▸ **What needs to be done**:
Reproduce the data in full, exactly as it appears.

▸ **Dataset section**:
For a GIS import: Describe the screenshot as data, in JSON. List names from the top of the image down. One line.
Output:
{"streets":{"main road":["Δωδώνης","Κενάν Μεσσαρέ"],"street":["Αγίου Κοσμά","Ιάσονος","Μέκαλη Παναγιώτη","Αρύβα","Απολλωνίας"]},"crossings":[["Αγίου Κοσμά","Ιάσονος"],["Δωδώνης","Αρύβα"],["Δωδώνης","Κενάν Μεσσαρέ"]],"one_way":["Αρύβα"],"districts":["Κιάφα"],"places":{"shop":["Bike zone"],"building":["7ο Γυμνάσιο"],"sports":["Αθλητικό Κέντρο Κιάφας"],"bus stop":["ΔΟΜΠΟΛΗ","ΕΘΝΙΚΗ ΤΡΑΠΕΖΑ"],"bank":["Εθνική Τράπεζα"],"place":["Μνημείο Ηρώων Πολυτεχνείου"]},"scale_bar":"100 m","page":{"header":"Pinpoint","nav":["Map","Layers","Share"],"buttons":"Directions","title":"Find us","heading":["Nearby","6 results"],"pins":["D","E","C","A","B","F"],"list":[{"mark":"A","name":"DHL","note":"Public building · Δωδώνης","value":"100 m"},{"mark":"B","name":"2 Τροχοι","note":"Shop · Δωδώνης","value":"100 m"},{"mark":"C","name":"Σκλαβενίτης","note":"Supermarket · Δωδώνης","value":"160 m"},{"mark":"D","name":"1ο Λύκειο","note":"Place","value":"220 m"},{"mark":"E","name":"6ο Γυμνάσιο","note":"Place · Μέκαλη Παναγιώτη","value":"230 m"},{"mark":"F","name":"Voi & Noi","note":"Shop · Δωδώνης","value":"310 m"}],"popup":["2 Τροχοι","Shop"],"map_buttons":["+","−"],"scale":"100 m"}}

▸ **Task answer**:
For a GIS import: Describe the screenshot as data, in JSON. List names from the top of the image down. One line.
Output:
{"streets":{"main road":["Δωδώνης","Κενάν Μεσσαρέ"],"street":["Αγίου Κοσμά","Ιάσονος","Μέκαλη Παναγιώτη","Αρύβα","Απολλωνίας"]},"crossings":[["Αγίου Κοσμά","Ιάσονος"],["Δωδώνης","Αρύβα"],["Δωδώνης","Κενάν Μεσσαρέ"]],"one_way":["Αρύβα"],"districts":["Κιάφα"],"places":{"shop":["Bike zone"],"building":["7ο Γυμνάσιο"],"sports":["Αθλητικό Κέντρο Κιάφας"],"bus stop":["ΔΟΜΠΟΛΗ","ΕΘΝΙΚΗ ΤΡΑΠΕΖΑ"],"bank":["Εθνική Τράπεζα"],"place":["Μνημείο Ηρώων Πολυτεχνείου"]},"scale_bar":"100 m","page":{"header":"Pinpoint","nav":["Map","Layers","Share"],"buttons":"Directions","title":"Find us","heading":["Nearby","6 results"],"pins":["D","E","C","A","B","F"],"list":[{"mark":"A","name":"DHL","note":"Public building · Δωδώνης","value":"100 m"},{"mark":"B","name":"2 Τροχοι","note":"Shop · Δωδώνης","value":"100 m"},{"mark":"C","name":"Σκλαβενίτης","note":"Supermarket · Δωδώνης","value":"160 m"},{"mark":"D","name":"1ο Λύκειο","note":"Place","value":"220 m"},{"mark":"E","name":"6ο Γυμνάσιο","note":"Place · Μέκαλη Παναγιώτη","value":"230 m"},{"mark":"F","name":"Voi & Noi","note":"Shop · Δωδώνης","value":"310 m"}],"popup":["2 Τροχοι","Shop"],"map_buttons":["+","−"],"scale":"100 m"}}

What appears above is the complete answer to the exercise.